As part of the Paris Agreement, countries outlined their intended nationally determined contributions. The US contributions included plans to reduce emissions from power plants, vehicles, buildings, and landfills. The Clean Power Plan in particular aimed to cut emissions from power generation. The current administration, however, has indicated its intentions to exit the Paris Agreement and repeal the Clean Power Plan.
Preserving the Clean Power Plan and remaining a member in the Paris Agreement would certainly be a victory for climate change mitigation, but the severity and immediacy of change demand that we enact broader, more comprehensive programs as soon as possible. We need a comprehensive set of environmental policies, often described as a "Green New Deal", which addresses energy production, fuel efficiency, green employment, air and water regulations, and many other critical components in reducing our national emissions. These types of transformative policies have support among the electorate, support that must quickly translate into legislative action.
Although tempting to write off the capacity to make changes under the current administration, waiting until the 2020 election to cut emissions eats nearly 20 percent of the window until we may pass 1.5°C warming. In the midterms, electing representatives, senators, and governors who are responsive to their constituents’ demands for emissions reductions and green job creation will set the stage for transformative state and federal environmental policies. However, simply voting for progressive politicians will not translate into environmental action without continued pressure on elected officials.
In the wake of the election, channel your time into organizations continuing their fight to make changes from the city and state-level to regional and federal policy.

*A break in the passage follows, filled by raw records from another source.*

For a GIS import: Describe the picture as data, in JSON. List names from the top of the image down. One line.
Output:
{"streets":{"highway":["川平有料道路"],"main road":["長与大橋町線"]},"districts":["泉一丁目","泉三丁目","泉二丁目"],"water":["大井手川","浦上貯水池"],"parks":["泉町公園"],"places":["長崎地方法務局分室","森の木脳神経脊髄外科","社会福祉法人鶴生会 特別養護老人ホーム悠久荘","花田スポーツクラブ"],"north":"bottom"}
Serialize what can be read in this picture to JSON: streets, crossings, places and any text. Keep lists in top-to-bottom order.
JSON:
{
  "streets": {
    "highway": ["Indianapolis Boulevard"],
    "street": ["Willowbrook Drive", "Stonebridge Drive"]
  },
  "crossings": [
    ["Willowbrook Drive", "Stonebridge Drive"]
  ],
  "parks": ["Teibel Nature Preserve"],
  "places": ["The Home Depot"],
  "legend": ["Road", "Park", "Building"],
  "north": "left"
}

Rather than devoting energy and resources to purchasing “green” products, we should be supporting organizations in our communities, which are fighting for change at the level that has real impact. Because the effects of storms, air quality, and resource scarcity are felt most immediately by Indigenous, minority, and low-income communities, these groups have led the way in organizing to protect the environment. The organizations are numerous, from the nationwide Indigenous Environmental Network to the Deep South Center for Environmental Justice in the Gulf Coast region to WE ACT and WE DO in New York City, and many others around the country. To address climate change, reach out to such organizations to find ways to support their initiatives.
At the end of the day, climate change consequences will affect people along existing lines of inequality. If you care about racial injustice, you must prioritize climate policy; if you care about income inequality, indigenous rights, health disparities, or women’s rights, then climate politics must find a central role in your politics and activism.
The stakes are too high to allow ourselves to be distracted. If you’re not going to line up behind the women and men fighting for radical political change, then you can throw away your tote bags and paper straws.